- Director: Nicole Conn
- Writer: Nicole Conn
- Producer: Nicole Conn; Lissa Forehan
It's been 7 years since Nicole Conn's last feature. This could be - quite possibly - her last...unless she manages to retain her horde of [adoring] wealthy producers who neither know their [obvious] asses from their [under-used] elbows. This should have been given the 'elbow' when first presented. Did they read the script before they dished out the money? Obviously not!
More Beautiful for Having Been Broken is - indeed - broken...and, no amount of glue could fix the damage done. This is cheap sentimentality mixed with [day-time] soap-ish melodrama...without an actual story. There are bit and pieces [of story] and like the [face-slapping] metaphor of the puzzle-playing family...it all comes together when the last piece drops into place...wow, two words come to mind: Convoluted and concocted.

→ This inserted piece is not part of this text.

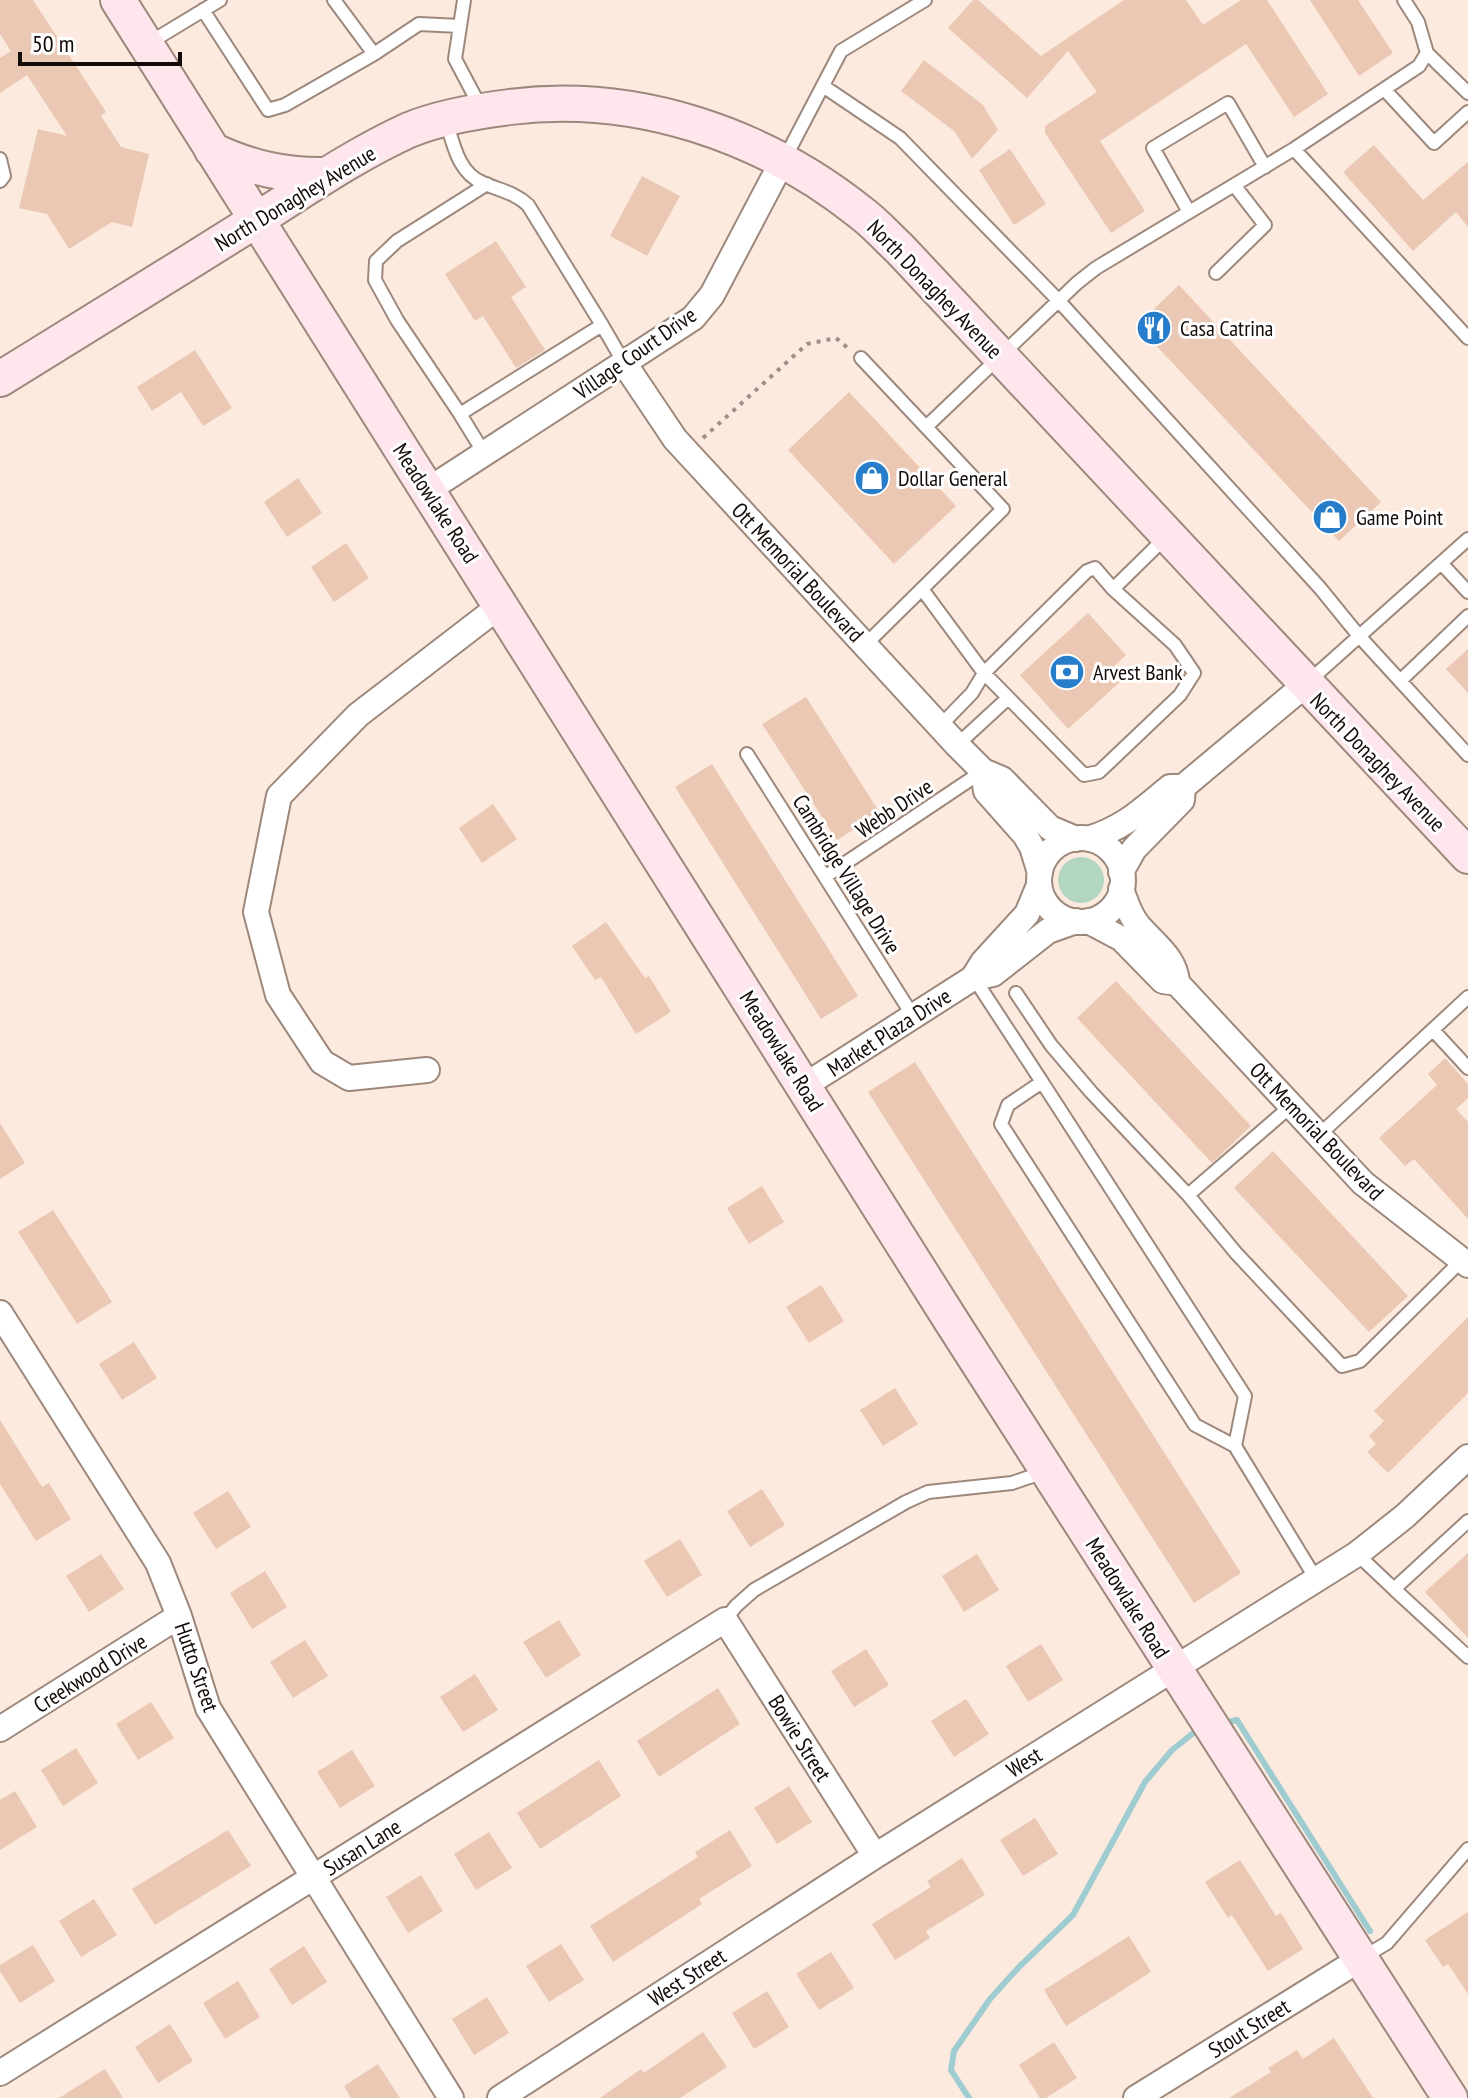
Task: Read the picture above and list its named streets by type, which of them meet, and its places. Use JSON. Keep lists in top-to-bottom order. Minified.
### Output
{"streets":{"street":["North Donaghey Avenue","Village Court Drive","Meadowlake Road","Ott Memorial Boulevard","Market Plaza Drive","Hutto Street","Creekwood Drive","Bowie Street","West","Susan Lane","West Street","Stout Street"],"lane":["Webb Drive","Cambridge Village Drive"]},"crossings":[["North Donaghey Avenue","Village Court Drive"],["North Donaghey Avenue","Meadowlake Road"],["Village Court Drive","Meadowlake Road"],["Village Court Drive","Ott Memorial Boulevard"],["Meadowlake Road","Market Plaza Drive"],["Meadowlake Road","West"],["Meadowlake Road","Stout Street"],["Ott Memorial Boulevard","Webb Drive"],["Ott Memorial Boulevard","Market Plaza Drive"],["Webb Drive","Cambridge Village Drive"],["Cambridge Village Drive","Market Plaza Drive"],["Hutto Street","Creekwood Drive"],["Hutto Street","Susan Lane"],["Bowie Street","West"],["Bowie Street","Susan Lane"],["Bowie Street","West Street"],["West","West Street"]],"places":{"restaurant":["Casa Catrina"],"shop":["Dollar General","Game Point"],"bank":["Arvest Bank"]},"scale_bar":"50 m"}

Apart from the wee boy, the 'acting' could stand tall in a forest...but, the dime-store philosophy will have you appreciating everything that has [ever] been written inside a Hallmark card.
If day-time soap is your thing...then, this - most definitely - is for you!
In the new drama from director Nicole Conn, boy wonder Freddie, who lives with a chronic illness, charms three broken women into his healing embrace. His single mother Samantha tries to cope by dancing, newcomer McKenzie runs, and Vivienne drinks. Each is isolated. Nothing but surrendering to passion, trusting in life, and receiving a greater love can fully help them move through their intertwined grief and loss.
McKenzie (Zoe Ventoura) just wants to be left alone in the glorious Northern California mountains to outrun the pain of losing her mother, but Freddie (an irresistible Cale Ferrin) is determined to bring her into his loving, eccentric community, despite her resistance. Past betrayals keep Samantha (Kayla Radomski) tight and prickly, but flowing scenes of her dancing show her true inner nature. The two women risk closeness, as wild card Vivienne (Harley Jane Kozak, When Harry Met Sally…) must face a fractured relationship and a secret past. Ultimately Freddie is the golden card that brings them all together, leading them to find new strength in their vulnerability.